Your task
Reproduce each entry below exactly, without omitting any.

[Stored items]
☆ ☆ ☆ ☆ ☆ ☆ ☆
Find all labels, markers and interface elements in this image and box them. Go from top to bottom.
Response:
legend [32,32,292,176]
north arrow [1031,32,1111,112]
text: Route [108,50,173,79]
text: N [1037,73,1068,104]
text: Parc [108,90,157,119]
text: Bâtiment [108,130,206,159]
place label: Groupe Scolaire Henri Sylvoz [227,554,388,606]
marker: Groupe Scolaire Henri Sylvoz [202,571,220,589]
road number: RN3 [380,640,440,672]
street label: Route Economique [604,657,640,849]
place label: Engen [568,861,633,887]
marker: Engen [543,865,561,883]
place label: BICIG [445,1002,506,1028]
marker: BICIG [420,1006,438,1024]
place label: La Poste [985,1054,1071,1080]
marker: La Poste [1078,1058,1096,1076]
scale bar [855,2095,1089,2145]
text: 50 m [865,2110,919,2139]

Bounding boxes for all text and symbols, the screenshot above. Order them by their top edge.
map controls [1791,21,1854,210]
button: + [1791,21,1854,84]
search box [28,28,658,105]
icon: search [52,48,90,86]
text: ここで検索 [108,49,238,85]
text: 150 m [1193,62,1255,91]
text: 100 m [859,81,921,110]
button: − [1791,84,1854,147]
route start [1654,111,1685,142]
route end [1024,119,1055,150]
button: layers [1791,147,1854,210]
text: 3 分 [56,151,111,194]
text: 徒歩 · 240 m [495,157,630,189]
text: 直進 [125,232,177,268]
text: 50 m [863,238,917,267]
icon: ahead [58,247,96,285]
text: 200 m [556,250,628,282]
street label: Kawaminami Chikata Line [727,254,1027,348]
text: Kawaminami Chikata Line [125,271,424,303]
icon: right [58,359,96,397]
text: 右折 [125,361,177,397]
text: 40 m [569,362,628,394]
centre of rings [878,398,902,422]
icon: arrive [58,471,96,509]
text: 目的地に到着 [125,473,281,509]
☆ ☆ ☆ ☆ ☆ ☆ ☆
Solution for this task
Find all labels, markers and interface elements in this image and box them. Go from top to bottom.
Response:
legend [32,32,292,176]
north arrow [1031,32,1111,112]
text: Route [108,50,173,79]
text: N [1037,73,1068,104]
text: Parc [108,90,157,119]
text: Bâtiment [108,130,206,159]
place label: Groupe Scolaire Henri Sylvoz [227,554,388,606]
marker: Groupe Scolaire Henri Sylvoz [202,571,220,589]
road number: RN3 [380,640,440,672]
street label: Route Economique [604,657,640,849]
place label: Engen [568,861,633,887]
marker: Engen [543,865,561,883]
place label: BICIG [445,1002,506,1028]
marker: BICIG [420,1006,438,1024]
place label: La Poste [985,1054,1071,1080]
marker: La Poste [1078,1058,1096,1076]
scale bar [855,2095,1089,2145]
text: 50 m [865,2110,919,2139]

Bounding boxes for all text and symbols, the screenshot above. Order them by their top edge.
map controls [1791,21,1854,210]
button: + [1791,21,1854,84]
search box [28,28,658,105]
icon: search [52,48,90,86]
text: ここで検索 [108,49,238,85]
text: 150 m [1193,62,1255,91]
text: 100 m [859,81,921,110]
button: − [1791,84,1854,147]
route start [1654,111,1685,142]
route end [1024,119,1055,150]
button: layers [1791,147,1854,210]
text: 3 分 [56,151,111,194]
text: 徒歩 · 240 m [495,157,630,189]
text: 直進 [125,232,177,268]
text: 50 m [863,238,917,267]
icon: ahead [58,247,96,285]
text: 200 m [556,250,628,282]
street label: Kawaminami Chikata Line [727,254,1027,348]
text: Kawaminami Chikata Line [125,271,424,303]
icon: right [58,359,96,397]
text: 右折 [125,361,177,397]
text: 40 m [569,362,628,394]
centre of rings [878,398,902,422]
icon: arrive [58,471,96,509]
text: 目的地に到着 [125,473,281,509]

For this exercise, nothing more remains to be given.